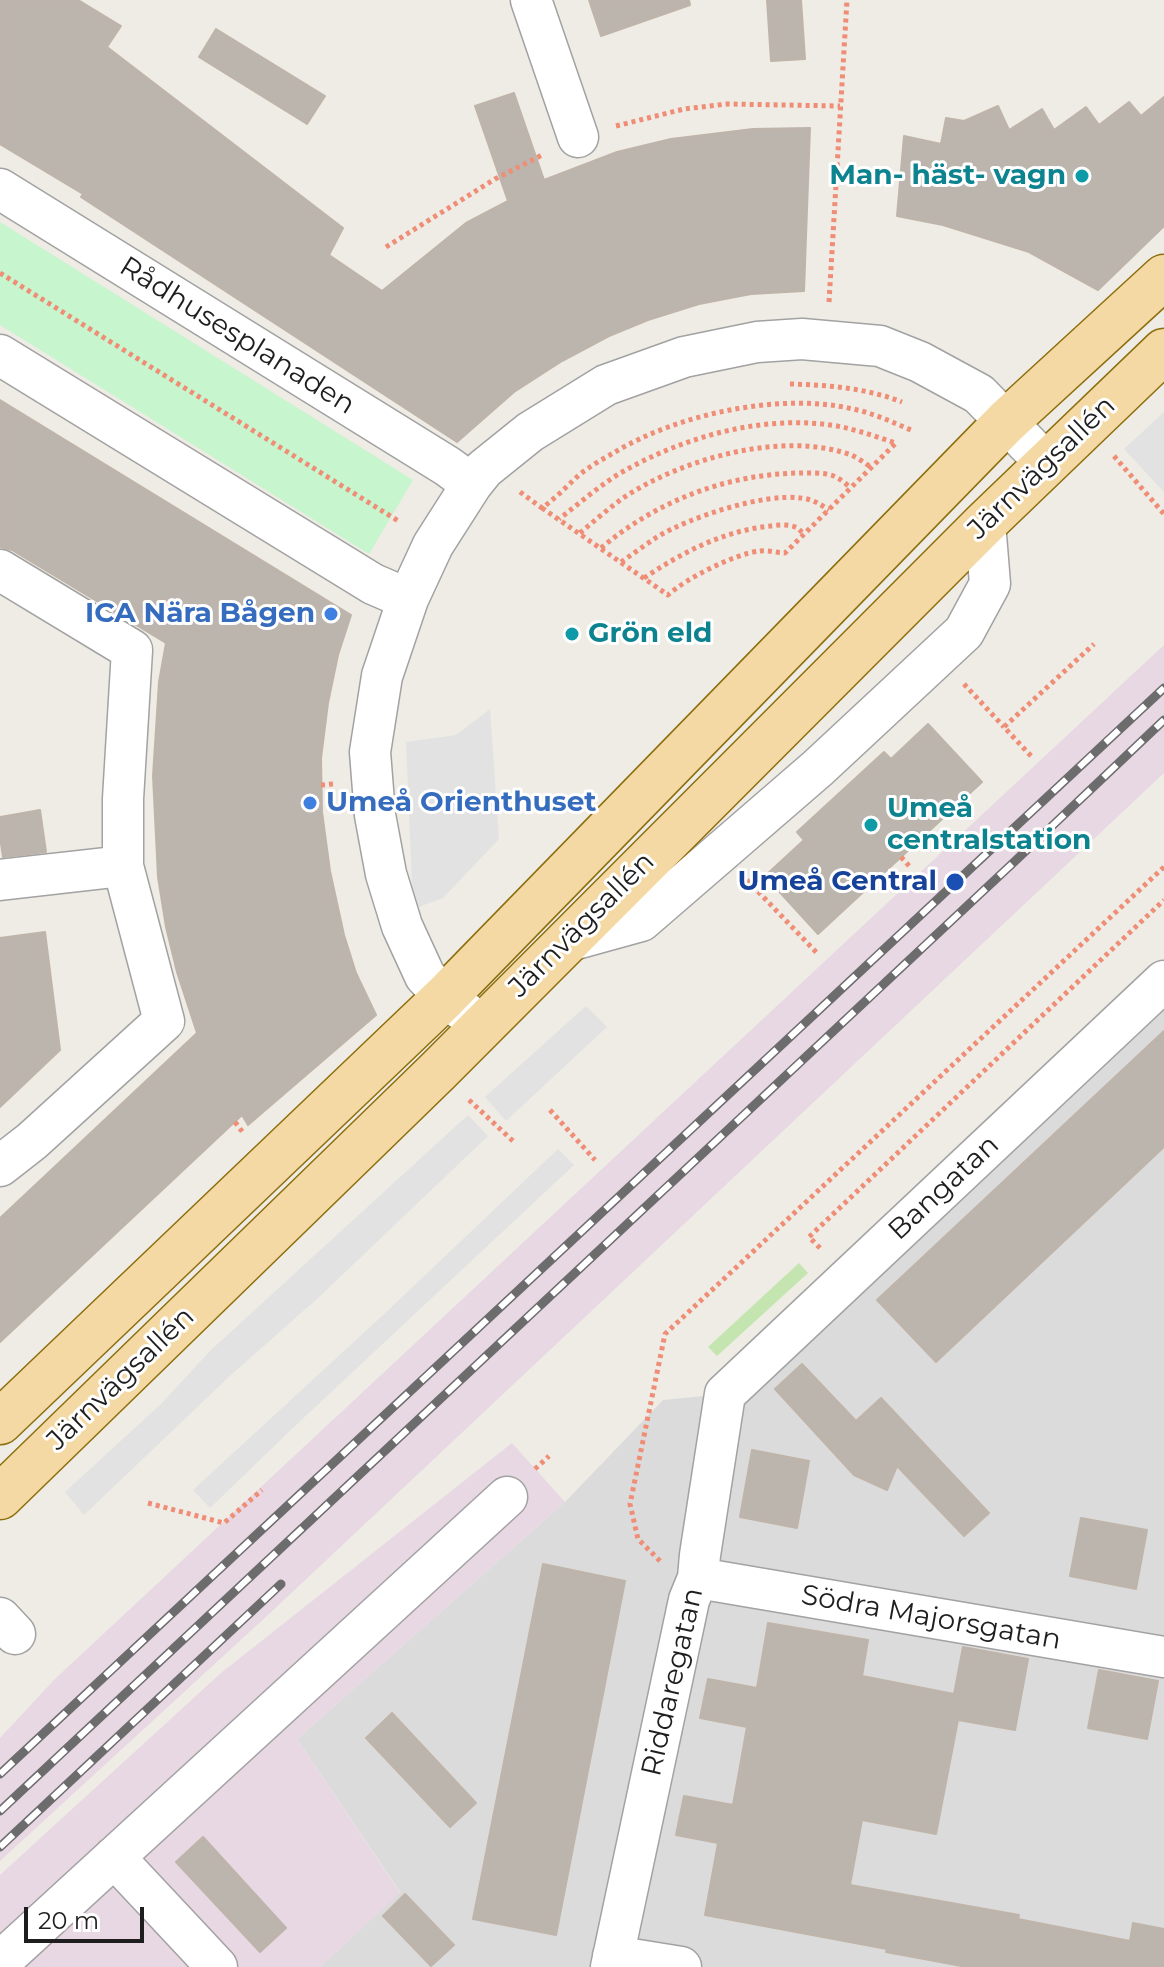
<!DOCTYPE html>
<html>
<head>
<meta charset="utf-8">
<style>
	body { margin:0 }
	#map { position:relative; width:1164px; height:1967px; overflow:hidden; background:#eeece5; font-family:Montserrat,sans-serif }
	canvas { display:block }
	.scale { position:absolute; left:24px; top:1907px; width:120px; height:36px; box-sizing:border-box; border:4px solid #1e1e1e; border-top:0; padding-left:10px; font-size:24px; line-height:28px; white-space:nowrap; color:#1e1e1e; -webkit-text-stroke:6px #fff; paint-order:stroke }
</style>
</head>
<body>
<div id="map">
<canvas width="1164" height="1967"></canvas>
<div class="scale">20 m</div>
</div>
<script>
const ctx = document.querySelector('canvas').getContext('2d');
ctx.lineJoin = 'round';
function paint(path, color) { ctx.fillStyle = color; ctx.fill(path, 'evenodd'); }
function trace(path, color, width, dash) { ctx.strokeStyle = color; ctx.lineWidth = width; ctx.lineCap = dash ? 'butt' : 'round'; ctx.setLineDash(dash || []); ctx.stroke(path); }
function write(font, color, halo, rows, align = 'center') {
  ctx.font = font + ' Montserrat,sans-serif'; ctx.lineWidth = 6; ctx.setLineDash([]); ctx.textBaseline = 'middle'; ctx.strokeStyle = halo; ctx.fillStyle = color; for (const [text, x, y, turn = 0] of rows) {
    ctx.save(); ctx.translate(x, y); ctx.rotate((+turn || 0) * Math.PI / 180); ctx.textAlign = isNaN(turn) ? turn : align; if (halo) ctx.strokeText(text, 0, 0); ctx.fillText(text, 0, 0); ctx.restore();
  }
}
paint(new Path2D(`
	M 1164,981 L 1164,1967 L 320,1967 L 400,1892 L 297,1739 L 565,1502 L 663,1400 L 725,1394 Z`), '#dcdbdb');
paint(new Path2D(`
	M 1164,645 L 1164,773 L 269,1614 L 0,1861 L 0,1738 L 55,1679 Z
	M 512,1443 L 565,1502 L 297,1739 L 400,1893 L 320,1967 L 0,1967 L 0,1875 L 221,1673 Z`), '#e7d8e3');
paint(new Path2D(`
	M 799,1263 L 808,1273 L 717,1356 L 708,1347 Z`), '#c4e5af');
paint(new Path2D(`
	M 0,222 L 413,480 L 369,554 L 0,325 Z`), '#c6f5ce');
paint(new Path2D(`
	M 1164,412 L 1164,492 L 1124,449 Z
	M 490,709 L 499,839 L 443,898 L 413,909 L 406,742 L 456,735 Z
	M 586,1006 L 607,1027 L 506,1121 L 485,1097 Z
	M 468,1115 L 488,1136 L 318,1298 L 232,1374 L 84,1515 L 65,1492 L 161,1404 L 211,1350 Z
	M 558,1149 L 574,1165 L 296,1425 L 210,1508 L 193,1490 L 382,1316 Z`), '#e2e2e2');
const building = new Path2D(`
	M 0,0 L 78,0 L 121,26 L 107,47 L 343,228 L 329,255 L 382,291 L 466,223 L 508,201 L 475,106 L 514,93 L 544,180 L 617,152 L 671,139 L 753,129 L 810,128 L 804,291 L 751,294 L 699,304 L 648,320 L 609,336 L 562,361 L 514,392 L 457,442 L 81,197 L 83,194 L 0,144 Z
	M 589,0 L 689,0 L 690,5 L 601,36 Z
	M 767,0 L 801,0 L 805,59 L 771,61 Z
	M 216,29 L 325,96 L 307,124 L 199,57 Z
	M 1164,97 L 1164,226 L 1098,290 L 1029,252 L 943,225 L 897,216 L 904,136 L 941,144 L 946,118 L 964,121 L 998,106 L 1009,130 L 1042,109 L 1054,130 L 1086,107 L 1099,125 L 1129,102 L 1141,116 Z
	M 0,400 L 351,615 L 338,655 L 328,703 L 321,758 L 322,812 L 330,871 L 344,935 L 356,973 L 376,1015 L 248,1125 L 242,1115 L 0,1342 L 0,1218 L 197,1033 L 177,972 L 166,927 L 158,877 L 153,776 L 159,682 L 166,643 L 12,550 L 0,547 Z
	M 928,724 L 982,782 L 818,934 L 765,876 L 804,840 L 797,832 L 884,752 L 891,759 Z
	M 40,810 L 46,852 L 3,857 L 0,837 L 0,817 Z
	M 45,932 L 60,1050 L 0,1107 L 0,938 Z
	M 1164,1031 L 1164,1147 L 936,1362 L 877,1300 Z
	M 802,1364 L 856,1421 L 881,1398 L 989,1513 L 964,1536 L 897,1466 L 887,1490 L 854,1475 L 775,1389 Z
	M 752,1450 L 809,1461 L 797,1528 L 740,1517 Z
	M 1081,1518 L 1147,1530 L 1136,1589 L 1070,1576 Z
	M 543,1564 L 625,1581 L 556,1935 L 473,1919 Z
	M 768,1623 L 868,1640 L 862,1676 L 954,1694 L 963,1647 L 1028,1659 L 1015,1730 L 958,1720 L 936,1834 L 862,1820 L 850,1885 L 1019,1915 L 1018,1919 L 1130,1941 L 1133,1923 L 1164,1929 L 1164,1967 L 967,1967 L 886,1952 L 887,1949 L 705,1915 L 718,1843 L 676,1835 L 684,1796 L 733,1805 L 747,1727 L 700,1718 L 708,1679 L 757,1688 Z
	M 1099,1670 L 1158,1681 L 1147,1739 L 1088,1728 Z
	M 392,1713 L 476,1803 L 450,1827 L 366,1738 Z
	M 203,1837 L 286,1928 L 260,1952 L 176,1862 Z
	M 405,1894 L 454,1945 L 431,1966 L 383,1916 Z`);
paint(building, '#bbb5ae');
trace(building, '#bfb4a9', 2);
const minor = new Path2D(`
	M 531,0 L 578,137
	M 0,189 L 447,466 L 472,484
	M 0,355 L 373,584 L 408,599
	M 0,570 L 132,650 L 123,799 L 123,866 L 0,880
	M 565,942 L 641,921 L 818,768 L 964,632 L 990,584 L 985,523
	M 482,1025 L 445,997 L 425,976 L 402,926 L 386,874 L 375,815 L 370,752 L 382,676 L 408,599 L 433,545 L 472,484 L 484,469 L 530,432 L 606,385 L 684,357 L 757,342 L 802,339 L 880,346 L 920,362 L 979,394 L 1046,463
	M 0,1166 L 32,1141 L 164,1021 L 123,866
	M 698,1578 L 1164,1657
	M 0,1618 L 15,1634
	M 114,1857 L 217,1967
	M 613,1956 L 681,1967
	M 0,1962 L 507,1497
	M 611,1967 L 689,1600 L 698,1578 L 700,1555 L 725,1394 L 1164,981`);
const major = new Path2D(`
	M 0,1422 L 445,997 L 1006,422 L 1164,277
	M 0,1497 L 438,1071 L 985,523 L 1164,351`);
trace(minor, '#a2a2a2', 43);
trace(major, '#8d6e0c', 47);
trace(new Path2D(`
	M 616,126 L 684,109 L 727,104 L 840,106
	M 386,247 L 495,179 L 544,154
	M 0,273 L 400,522
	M 829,302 L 847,0
	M 790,384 C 828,385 866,388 902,402
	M 1114,456 L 1164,514
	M 520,492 L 542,508 C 556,498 567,486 579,475 C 590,466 603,459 615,452 C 678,414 781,392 853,409 C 873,413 892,422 911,430
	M 542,508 L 668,595 C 685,579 736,553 760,551 C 769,550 777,553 785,553 L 896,443 C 877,437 858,430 837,426 C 765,414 686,436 624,471 C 601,484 580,503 559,519
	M 580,533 C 594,521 608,509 623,498 C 681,459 783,430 851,455 C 858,458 865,463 872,468
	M 601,548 C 657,501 726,474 800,473 C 811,473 826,472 836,477 C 842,480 847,485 851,488
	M 621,562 C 633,554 645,545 657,537 C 690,517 763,493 801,498 C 812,499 820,504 829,510
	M 644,578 C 683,552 723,531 770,526 C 777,525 788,524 795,527 C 799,528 801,532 805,535
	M 155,617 L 167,601
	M 964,684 L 1004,727
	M 1031,756 L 1004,727 L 1094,644
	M 321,785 L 333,784
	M 901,857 L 911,868
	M 747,880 L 817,953
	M 469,1100 L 514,1142
	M 550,1110 L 595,1160
	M 235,1122 L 244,1134
	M 820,1248 L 809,1237 L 1164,900
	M 535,1469 L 549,1456
	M 148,1503 L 224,1523 L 262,1490
	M 660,1561 L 638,1539 L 630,1504 L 665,1334 L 1164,867`), '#ef8d76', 5, [4, 4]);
trace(minor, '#fff', 40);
trace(major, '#f4d9a4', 44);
const rail = new Path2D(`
	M 0,1774 L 1164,688
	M 0,1811 L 1013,863 L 1164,720
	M 0,1847 L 281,1584`);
trace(rail, '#6c6c6c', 9);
trace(rail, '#fff', 6, [18]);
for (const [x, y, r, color] of [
	[1082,176,8,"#0f9aa8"],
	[331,614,8,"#3f7fe0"],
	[572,634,8,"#0f9aa8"],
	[310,803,8,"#3f7fe0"],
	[871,825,8,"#0f9aa8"],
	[955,882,10,"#1a4fb4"]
]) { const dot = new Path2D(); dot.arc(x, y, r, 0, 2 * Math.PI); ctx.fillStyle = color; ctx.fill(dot); trace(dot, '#fff', 3); }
write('bold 28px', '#0d838f', '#fff', [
	["Man- häst- vagn",1066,176,"right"],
	["Grön eld",588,634],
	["Umeå",887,809],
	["centralstation",887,841]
], 'left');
write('28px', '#1e1e1e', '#fff', [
	["Rådhusesplanaden",237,336,32],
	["Järnvägsallén",1042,468,-44],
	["Järnvägsallén",582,925,-45],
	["Bangatan",944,1188,-43],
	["Järnvägsallén",121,1379,-44],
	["Södra Majorsgatan",931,1618,10],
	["Riddaregatan",673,1682,-77]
]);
write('bold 28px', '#366cbe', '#fff', [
	["ICA Nära Bågen",315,614],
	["Umeå Orienthuset",326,803,"left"]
], 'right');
write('bold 28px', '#164399', '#fff', [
	["Umeå Central",937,882]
], 'right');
</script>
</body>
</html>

⁂

The count alone is wanted: how many lines above hold the string "function"?

Solution to this exercise: 3